I guess I'm the anomaly. All my tests show chronic hypoxia (low oxygen): increased lung volume, high lung diffusion rate (gas exchange), high red blood cell/hematocrit (which screws with the pulse oximeter reading.) My dyspnea (shortness of breath) is directly correlated to my HR. The higher it goes, the worse it gets.
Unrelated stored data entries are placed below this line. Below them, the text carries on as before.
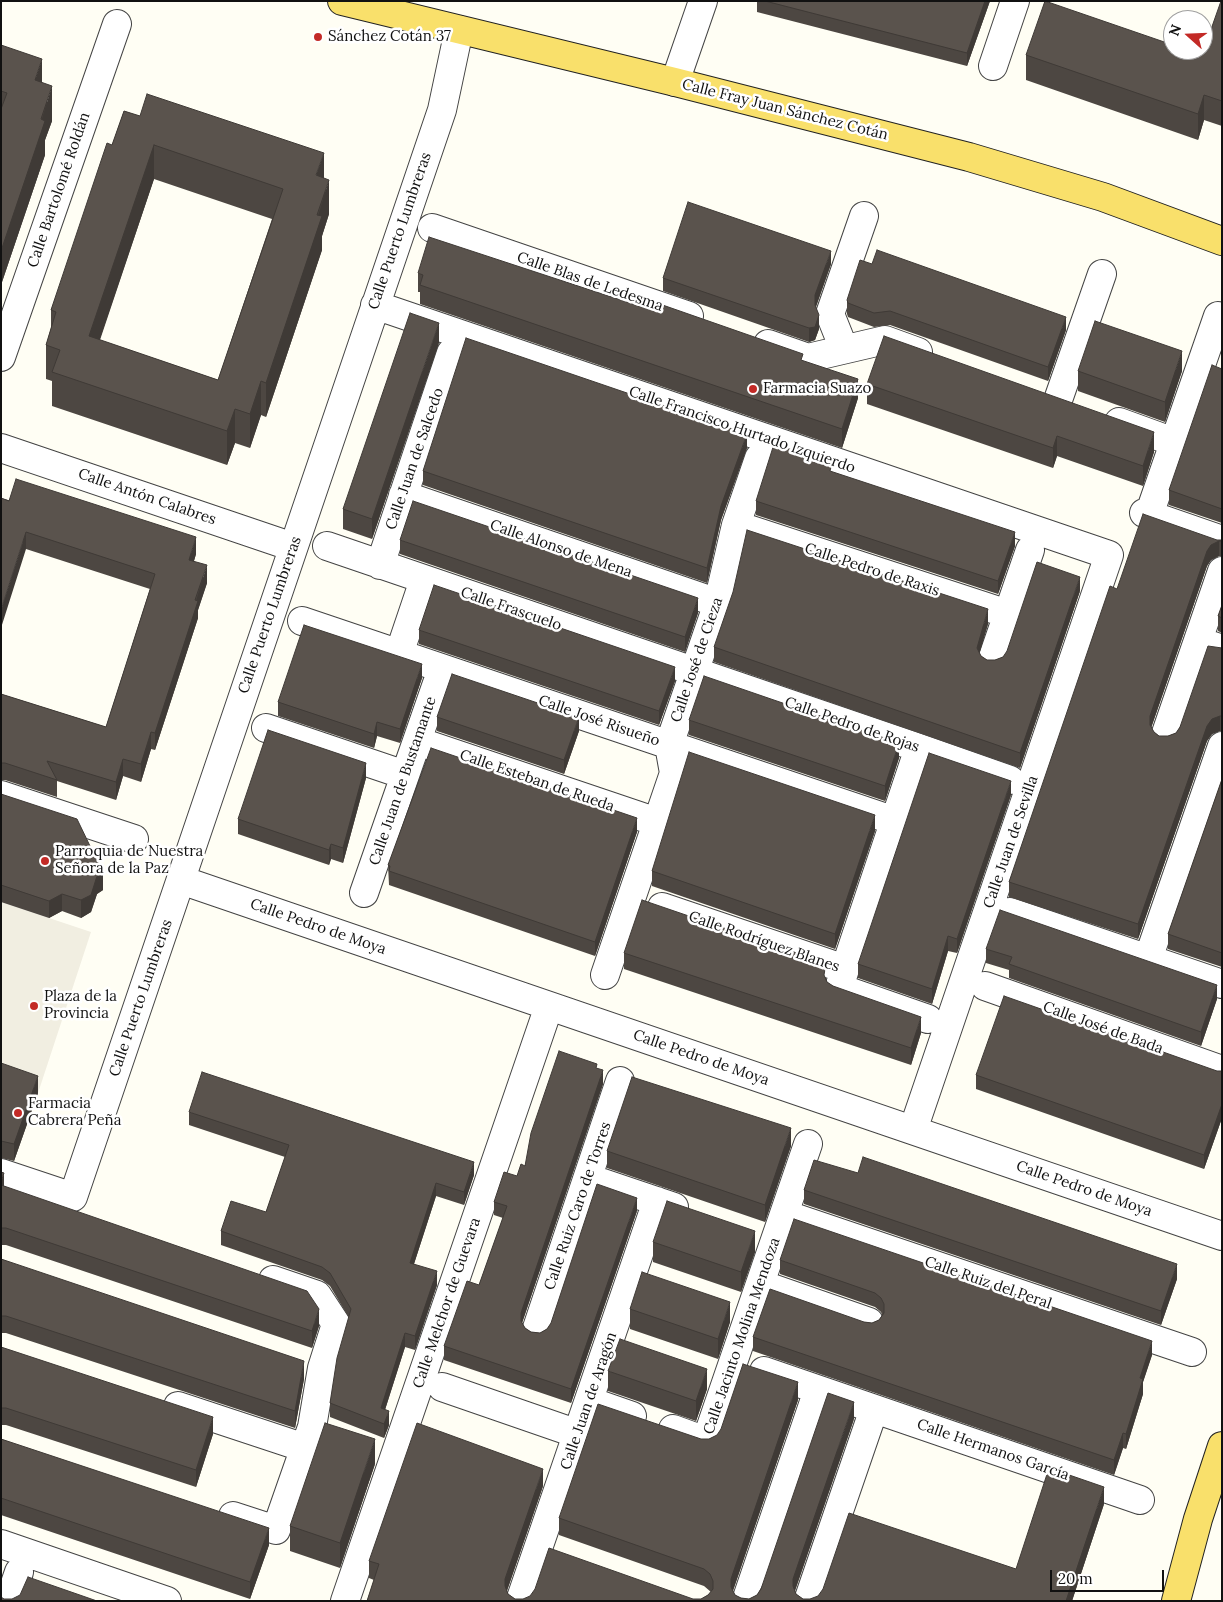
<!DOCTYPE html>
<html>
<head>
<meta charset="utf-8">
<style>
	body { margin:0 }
	#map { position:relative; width:1223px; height:1602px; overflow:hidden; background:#fffef4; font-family:Lora,serif }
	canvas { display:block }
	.frame { position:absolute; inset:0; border:2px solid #111; pointer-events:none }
	.north { position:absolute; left:1163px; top:10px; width:50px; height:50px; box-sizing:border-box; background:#fff; border:1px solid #a0a0a0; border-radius:50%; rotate:290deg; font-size:14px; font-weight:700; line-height:20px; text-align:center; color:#111 }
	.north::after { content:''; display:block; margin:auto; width:18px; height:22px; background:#c32a26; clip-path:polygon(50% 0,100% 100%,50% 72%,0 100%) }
	.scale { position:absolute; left:1050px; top:1570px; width:114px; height:22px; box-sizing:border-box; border:2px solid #111; border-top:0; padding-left:6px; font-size:15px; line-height:18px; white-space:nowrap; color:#111; -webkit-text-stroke:4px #fff; paint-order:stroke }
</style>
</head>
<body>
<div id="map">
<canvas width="1223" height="1602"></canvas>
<div class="frame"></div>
<div class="north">N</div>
<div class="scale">20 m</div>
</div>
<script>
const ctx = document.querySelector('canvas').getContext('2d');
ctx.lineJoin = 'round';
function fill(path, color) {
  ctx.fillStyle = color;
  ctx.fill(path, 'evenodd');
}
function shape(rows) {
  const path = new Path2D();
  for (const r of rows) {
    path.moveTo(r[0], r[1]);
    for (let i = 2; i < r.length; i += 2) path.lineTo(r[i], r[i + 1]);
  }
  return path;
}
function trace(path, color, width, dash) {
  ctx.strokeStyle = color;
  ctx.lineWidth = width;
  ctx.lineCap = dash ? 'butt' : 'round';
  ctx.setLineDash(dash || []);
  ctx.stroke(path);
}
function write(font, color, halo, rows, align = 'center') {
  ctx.font = font + ' Lora,serif';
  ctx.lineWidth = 5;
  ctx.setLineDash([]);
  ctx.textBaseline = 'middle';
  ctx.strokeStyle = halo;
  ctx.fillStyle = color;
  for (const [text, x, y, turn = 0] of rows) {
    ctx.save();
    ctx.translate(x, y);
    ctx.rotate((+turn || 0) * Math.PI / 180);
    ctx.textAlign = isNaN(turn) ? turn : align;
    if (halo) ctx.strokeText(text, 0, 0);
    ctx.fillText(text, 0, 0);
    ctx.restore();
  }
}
fill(shape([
	[1,902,91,932,38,1093,1,1081]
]), '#f1eee1');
const minor = shape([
	[993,66,1015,1],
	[675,82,703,1],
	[432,228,689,316],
	[375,305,1109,555,913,1130],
	[768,344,808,358,885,340,918,352],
	[844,349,830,314,864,216],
	[1,357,117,24],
	[1058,400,1102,274],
	[1119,422,1174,442],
	[1,448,293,547],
	[403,495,718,603],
	[1144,513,1222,540],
	[1149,515,1218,316],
	[736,525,1008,614],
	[327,546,919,748,1010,780],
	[380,565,451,353],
	[302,621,895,821],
	[1198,641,1222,649],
	[399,654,424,580],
	[992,660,1030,550],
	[266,728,405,775],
	[1165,736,1222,571],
	[417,741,657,822],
	[1,795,134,839],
	[181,880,1222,1236],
	[364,893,442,669],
	[662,907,845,969,839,988,928,1019],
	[1010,912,1222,984],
	[1148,959,1222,746],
	[845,969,919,748],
	[605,975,674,773,669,745,718,603,736,525,759,458],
	[985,986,1222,1070],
	[1,1173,73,1197,442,110,459,30],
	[588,1178,674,1207],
	[784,1214,1192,1352],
	[760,1284,869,1322],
	[536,1331,620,1081],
	[764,1371,1140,1500],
	[442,1387,578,1434],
	[589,1401,632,1416],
	[178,1406,305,1448],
	[673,1429,706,1441,808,1144],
	[233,1516,276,1530,312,1427,322,1368,336,1324,317,1295,273,1280],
	[1,1544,167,1601],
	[9,1601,19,1572],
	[345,1601,549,1006],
	[520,1601,657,1201],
	[746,1601,818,1390],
	[808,1601,874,1409]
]);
const major = shape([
	[342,1,675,82,969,157,1103,197,1222,241],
	[1176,1601,1198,1519,1222,1446]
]);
trace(minor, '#444', 30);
trace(major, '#222', 30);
trace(minor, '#fff', 28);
trace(major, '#f9e06b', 28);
fill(shape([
	[757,1,990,1,967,66,757,12],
	[1222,1,1222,126,1204,120,1198,140,1026,80,1026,55,1202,55],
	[1,45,42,83,52,121,45,140,45,155,1,285],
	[124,111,324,178,329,214,322,236,322,250,266,417,261,415,250,448,235,443,227,465,52,406,52,381,46,379,46,345,51,328,51,310,112,145],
	[154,179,272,219,218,380,100,340],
	[831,264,816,307,819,329,815,340,809,342,663,291,663,278],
	[418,273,803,361,858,398,842,448,420,304,420,292,418,292],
	[847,300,1066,330,1048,381,890,325,874,327,848,317,847,314],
	[439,343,372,539,343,529,343,509],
	[1222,369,1222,523,1169,505,1169,490],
	[1078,371,1182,371,1165,422,1078,391],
	[867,384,1154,452,1143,486,1057,456,1053,468,867,404],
	[747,448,721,520,707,583,423,485,423,471],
	[1,498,196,554,194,561,207,583,198,610,198,618,155,750,151,749,141,782,123,776,116,800,57,781,57,797,5,780,1,780,1,694,106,727,150,589,26,549],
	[756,501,1015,546,998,594,756,515],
	[400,540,698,613,685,652,400,554],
	[1217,540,1222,540,1222,556,1219,556,1211,560,1207,566,1151,728,1154,732,1159,736,1168,736,1176,733,1180,727,1222,648,1222,731,1220,731,1212,734,1207,741,1138,939,1009,897,1009,882,1117,589],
	[1080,591,1020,768,714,662,714,647,988,624,979,653,981,656,987,660,995,660,1003,657],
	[1222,605,1222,633,1218,631,1218,616],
	[419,630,675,681,659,725,419,644],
	[422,678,400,743,377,736,374,748,278,716,278,702],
	[437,717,579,731,564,774,437,731],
	[689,720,899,758,885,801,689,735],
	[366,778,343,863,331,859,329,865,238,834,238,819],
	[1222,779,1222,967,1168,949,1168,934],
	[1,794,103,890,97,894,91,912,81,918,62,911,49,918,1,902],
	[1011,795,957,953,948,951,932,1004,858,978,858,964],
	[875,831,835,949,652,886,652,871],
	[637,832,595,956,389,885,388,865],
	[986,949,1217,999,1201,1046,1009,978,1009,970,986,963],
	[624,953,826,979,827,982,833,986,921,1033,911,1065,624,969],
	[1,1063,38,1093,14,1161,1,1158],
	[597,1068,603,1084,522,1323,525,1328,531,1332,540,1333,547,1329,637,1211,571,1403,444,1360,444,1346,479,1285,503,1218,494,1215,494,1202,517,1176],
	[1217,1071,1222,1071,1222,1118,1204,1169,976,1089,976,1075],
	[189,1112,474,1175,464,1205,436,1196,414,1264,437,1285,415,1350,405,1347,385,1410,389,1425,384,1438,330,1417,330,1403,349,1318,330,1286,322,1280,221,1245,221,1231,266,1212,285,1157,189,1125],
	[791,1146,765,1222,607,1168,607,1151],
	[1,1172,4,1186,319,1326,312,1348,6,1245,1,1245],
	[858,1173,1177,1279,1161,1325,804,1204,804,1190],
	[653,1242,755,1252,741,1292,653,1262],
	[1,1259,304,1379,295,1428,6,1333,1,1333],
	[780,1260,1152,1355,1143,1382,1143,1394,1126,1449,1123,1448,1114,1475,753,1351,753,1337,864,1322,872,1323,879,1320,882,1315,881,1312,875,1307,780,1274],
	[630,1309,730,1322,718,1359,630,1329],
	[1,1347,213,1434,196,1487,6,1425,1,1425],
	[608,1371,707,1389,696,1421,608,1391],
	[798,1400,733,1591,735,1595,741,1598,749,1599,757,1595,854,1419,795,1591,796,1594,803,1599,810,1599,1016,1569,1104,1504,1072,1601,367,1601,374,1580,369,1578,369,1561,543,1486,507,1591,508,1594,515,1599,701,1599,708,1595,711,1592,704,1586,559,1535,559,1518,701,1439,709,1439],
	[1,1439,269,1545,250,1599,1,1515],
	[375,1464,340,1568,290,1551,290,1526]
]), '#4d4742');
fill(shape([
	[985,1,990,1,967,66,967,53],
	[42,59,42,93,35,80],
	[52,86,52,121,45,140,45,155,1,285,1,251],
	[1204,95,1204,120,1198,140,1198,114],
	[154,145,154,179,89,371,89,336],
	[324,153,324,187,316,175],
	[329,180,329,214,322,236,322,250,266,417,266,383],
	[831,251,831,264,815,309,815,295],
	[819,315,819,329,815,340,809,342,809,328],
	[1066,317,1066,330,1048,381,1048,367],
	[439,323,439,343,372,539,372,519],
	[1182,351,1182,371,1165,422,1165,402],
	[858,379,858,398,842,448,842,429],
	[261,381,261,415,250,448,250,414],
	[235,409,235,443,227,465,227,431],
	[1154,432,1154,452,1143,486,1143,466],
	[747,434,747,448,721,520,707,583,707,568,721,506],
	[1057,436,1057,456,1053,468,1053,448],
	[26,532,26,549,1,628,1,610],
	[1015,532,1015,546,998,594,998,581],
	[196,537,196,554,189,577,189,560],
	[1219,541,1219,556,1211,560,1207,566,1150,731,1150,716,1207,551,1211,545],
	[207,565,207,583,198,610,198,618,155,750,155,733],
	[1080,577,1080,591,1020,768,1020,753],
	[698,598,698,613,685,652,685,637],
	[988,609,988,624,977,662,977,648],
	[422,664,422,678,400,743,400,729],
	[675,667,675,681,659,725,659,711],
	[1220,716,1220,731,1212,734,1207,741,1138,939,1138,924,1207,726,1212,719],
	[579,717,579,731,564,774,564,760],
	[377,722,377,736,374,748,374,734],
	[151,732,151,749,141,782,141,764],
	[899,743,899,758,885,801,885,786],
	[123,759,123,776,116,800,116,782],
	[366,763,366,778,343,863,343,848],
	[1011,781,1011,795,957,953,957,939],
	[875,815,875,831,835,949,835,934],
	[637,818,637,832,595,956,595,942],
	[331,844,331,859,329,865,329,850],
	[103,873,103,890,97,894,91,912,81,918,81,900,97,876],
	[62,894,62,911,49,918,49,901],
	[948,936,948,951,932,1004,932,989],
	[1217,985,1217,999,1201,1046,1201,1032],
	[921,1017,921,1033,911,1065,911,1048],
	[603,1070,603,1084,521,1326,521,1313],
	[38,1076,38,1093,14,1161,14,1144],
	[1222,1104,1222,1118,1204,1169,1204,1155],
	[791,1128,791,1146,765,1222,765,1205],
	[474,1162,474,1175,464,1205,464,1192],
	[4,1173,4,1191,1,1200,1,1182],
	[436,1183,436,1196,410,1276,410,1263],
	[637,1198,637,1211,571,1403,571,1389],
	[755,1231,755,1252,741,1292,741,1272],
	[1177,1264,1177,1279,1161,1325,1161,1311],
	[437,1271,437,1285,415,1350,415,1336],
	[730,1302,730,1322,718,1359,718,1339],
	[319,1309,319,1326,312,1348,312,1331],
	[405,1333,405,1347,381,1422,381,1408],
	[1152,1341,1152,1355,1143,1382,1143,1394,1126,1449,1126,1434,1140,1378],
	[304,1361,304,1379,295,1428,295,1411],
	[707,1369,707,1389,696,1421,696,1401],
	[798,1382,798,1400,731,1596,731,1601,731,1579],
	[854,1402,854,1419,793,1596,793,1579],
	[389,1411,389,1425,384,1438,384,1424],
	[213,1417,213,1434,196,1487,196,1470],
	[1123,1433,1123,1448,1114,1475,1114,1460],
	[375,1439,375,1464,340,1568,340,1543],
	[543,1469,543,1486,505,1596,505,1601,505,1579],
	[1104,1487,1104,1504,1072,1601,1066,1601],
	[269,1528,269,1545,250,1599,250,1582]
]), '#3f3a36');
const building = shape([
	[765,1,985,1,967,53,765,1],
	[1045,1,1173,45,1173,50,1187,50,1202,55,1221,1,1222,1,1222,101,1204,95,1198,114,1026,55,1045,1],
	[1,45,42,59,35,80,52,86,41,119,45,121,1,251,1,109,7,93,1,91,1,45],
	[147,94,324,153,316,175,329,180,317,215,322,216,266,383,261,381,250,414,235,409,227,431,52,372,60,350,46,345,56,312,51,310,107,143,112,145,124,111,140,116,147,94],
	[154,145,283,189,218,380,89,336,154,145],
	[688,202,831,251,815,295,815,305,819,315,815,327,809,328,663,278,688,202],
	[429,237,651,310,654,302,803,354,801,360,858,379,842,429,420,285,423,275,418,273,429,237],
	[877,250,1066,317,1048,367,890,311,874,313,848,303,847,300,860,260,872,264,877,250],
	[410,313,439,323,372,519,343,509,410,313],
	[1095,321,1182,351,1165,402,1078,371,1095,321],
	[884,336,1154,432,1143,466,1057,436,1053,448,867,384,884,336],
	[466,338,747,434,721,506,707,568,423,471,466,338],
	[1212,365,1222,369,1222,509,1169,490,1212,365],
	[774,444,832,463,830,471,1015,532,998,581,756,501,774,444],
	[16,479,196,537,189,560,207,565,195,600,198,601,155,733,151,732,141,764,123,759,116,782,47,761,57,780,5,763,1,763,1,694,106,727,155,574,26,532,1,610,1,498,9,501,16,479],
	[413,501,698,598,685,637,400,540,413,501],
	[1143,514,1217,540,1222,540,1222,541,1219,541,1211,545,1207,551,1150,716,1150,725,1154,732,1159,736,1168,736,1176,733,1180,727,1208,646,1222,648,1222,716,1220,716,1212,719,1207,726,1138,924,1009,882,1110,586,1117,589,1143,514],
	[747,530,988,609,977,648,981,656,987,660,995,660,1003,657,1007,651,1037,562,1080,577,1020,753,714,647,733,592,747,530],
	[434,585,675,667,659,711,419,630,434,585],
	[1222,605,1222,618,1218,616,1222,605],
	[304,625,422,664,400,729,377,722,374,734,278,702,304,625],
	[452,674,579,717,564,760,437,717,452,674],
	[704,676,899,743,885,786,689,720,704,676],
	[268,730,366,763,343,848,331,844,329,850,238,819,268,730],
	[431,748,637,818,595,942,389,871,390,866,388,865,431,748],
	[689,752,875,815,835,934,652,871,689,752],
	[929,753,1011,781,957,939,948,936,932,989,858,964,929,753],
	[1222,779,1222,953,1168,934,1222,779],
	[1,794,77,819,103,873,97,876,91,895,81,900,62,894,49,901,1,885,1,794],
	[642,900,826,963,824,975,827,982,833,986,921,1017,911,1048,624,953,642,900],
	[1000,910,1217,985,1201,1032,1009,964,1012,957,986,949,1000,910],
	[1004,996,1217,1071,1222,1071,1222,1104,1204,1155,976,1075,1004,996],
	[559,1051,597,1064,596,1068,603,1070,521,1313,521,1321,525,1328,531,1332,540,1333,547,1329,551,1323,597,1184,637,1198,571,1389,444,1346,467,1281,479,1285,507,1206,494,1202,504,1172,517,1176,521,1164,525,1166,531,1133,559,1051],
	[1,1063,38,1076,14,1144,1,1141,1,1063],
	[202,1072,474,1162,464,1192,436,1183,410,1263,437,1271,415,1336,405,1333,381,1408,389,1411,384,1424,330,1403,337,1358,351,1309,330,1273,322,1267,221,1231,231,1201,266,1212,289,1145,189,1112,202,1072],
	[632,1077,791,1128,765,1205,607,1151,632,1077],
	[863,1157,1177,1264,1161,1311,804,1190,814,1160,858,1173,863,1157],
	[1,1172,4,1173,1,1182,1,1172],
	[1,1185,307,1291,319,1309,312,1331,6,1228,1,1228,1,1185],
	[667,1201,755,1231,741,1272,653,1242,667,1201],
	[794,1219,1152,1341,1140,1378,1143,1379,1126,1434,1123,1433,1114,1460,753,1337,770,1289,864,1322,872,1323,879,1320,884,1313,884,1304,881,1298,875,1293,780,1260,794,1219],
	[1,1259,304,1361,295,1411,6,1316,1,1316,1,1259],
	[642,1272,730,1302,718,1339,630,1309,642,1272],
	[620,1339,707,1369,696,1401,608,1371,620,1339],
	[1,1347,213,1417,196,1470,6,1408,1,1408,1,1347],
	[743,1364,798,1382,731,1579,731,1587,735,1595,741,1598,749,1599,757,1595,761,1589,828,1393,854,1402,793,1579,793,1586,796,1594,803,1599,810,1599,818,1596,823,1589,849,1513,1016,1569,1049,1468,1104,1487,1066,1601,367,1601,379,1564,369,1561,417,1423,543,1469,505,1579,505,1586,508,1594,515,1599,523,1599,530,1596,535,1589,549,1548,693,1599,701,1599,708,1595,713,1589,713,1581,710,1574,704,1569,559,1518,598,1404,701,1439,709,1439,717,1435,721,1429,743,1364],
	[325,1423,375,1439,340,1543,290,1526,325,1423],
	[1,1439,269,1528,250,1582,1,1498,1,1439],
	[28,1577,97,1601,1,1601,1,1597,4,1599,12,1599,20,1595,28,1577]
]);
fill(building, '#5a534d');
trace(building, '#3f3a36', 1);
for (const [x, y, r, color] of [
	[318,37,5,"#c32a26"],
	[753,389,5,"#c32a26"],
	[45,861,5,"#c32a26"],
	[34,1006,5,"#c32a26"],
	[18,1113,5,"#c32a26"]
]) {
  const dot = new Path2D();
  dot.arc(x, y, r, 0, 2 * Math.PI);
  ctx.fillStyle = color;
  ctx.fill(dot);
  trace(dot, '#fff', 2);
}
write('15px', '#111', '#fff', [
	["Sánchez Cotán 37",328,37],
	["Farmacia Suazo",763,389],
	["Parroquia de Nuestra",55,852],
	["Señora de la Paz",55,869],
	["Plaza de la",44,997],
	["Provincia",44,1014],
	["Farmacia",28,1104],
	["Cabrera Peña",28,1121]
], 'left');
write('15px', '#111', '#fff', [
	["Calle Fray Juan Sánchez Cotán",785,110,14],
	["Calle Bartolomé Roldán",59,190,-71],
	["Calle Puerto Lumbreras",400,231,-71],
	["Calle Blas de Ledesma",590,282,19],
	["Calle Francisco Hurtado Izquierdo",742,430,19],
	["Calle Juan de Salcedo",415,459,-71],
	["Calle Antón Calabres",147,497,19],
	["Calle Alonso de Mena",561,549,19],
	["Calle Pedro de Raxis",872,570,18],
	["Calle Frascuelo",511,609,19],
	["Calle Puerto Lumbreras",270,615,-71],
	["Calle José de Cieza",697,660,-71],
	["Calle José Risueño",599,721,19],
	["Calle Pedro de Rojas",852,725,19],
	["Calle Juan de Bustamante",403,781,-71],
	["Calle Esteban de Rueda",537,781,19],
	["Calle Juan de Sevilla",1011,842,-71],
	["Calle Pedro de Moya",318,927,19],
	["Calle Rodríguez Blanes",764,942,19],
	["Calle Puerto Lumbreras",141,998,-71],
	["Calle José de Bada",1103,1028,20],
	["Calle Pedro de Moya",701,1058,19],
	["Calle Pedro de Moya",1084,1189,19],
	["Calle Ruiz Caro de Torres",578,1206,-71],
	["Calle Ruiz del Peral",988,1283,19],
	["Calle Melchor de Guevara",447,1303,-71],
	["Calle Jacinto Molina Mendoza",742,1336,-71],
	["Calle Juan de Aragón",589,1401,-71],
	["Calle Hermanos García",993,1450,19]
]);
</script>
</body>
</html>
Of course, the longer I stand, the higher my HR and BP get, put me in motion and it gets even worse! I did a light workout with weights (supposedly anaerobic exercise right? With the leg extensions my HR was 140bpm, with the Lat pull-downs it was 160-180bpm. I was not doing them fast either! Pilates will send my HR above 150bpm for most of the session, even on a BB.)

[ramakentesh]

Your C02 levels might be a more interesting test id reckon. There appears to be a coupling of excessive peripheral vasoconstriction (which appears in the forms of POTS know and hyperadrenergic or in the newer Normal and Low Flow POTS) with elevated C02 levels and cerebral hypoperfusion.

In other words excessive sympo activity is causing an excessive vasoconstrictive response and heart rate and the elevated heart rate is causing hyperventilation somehow and worsening symptoms of OI/POTS when standing.

The hyperventilation in this context isnt purely rapid breathing - it can present with deeper breathing, apneas or other breathing anomalies on standing.

In one of the studies i referenced CO2 rebreathing eased symptoms and in OI symptoms were worsened through hyperventilation while standing.

So perhaps at the end of hte day, Co2 rebreathing may help.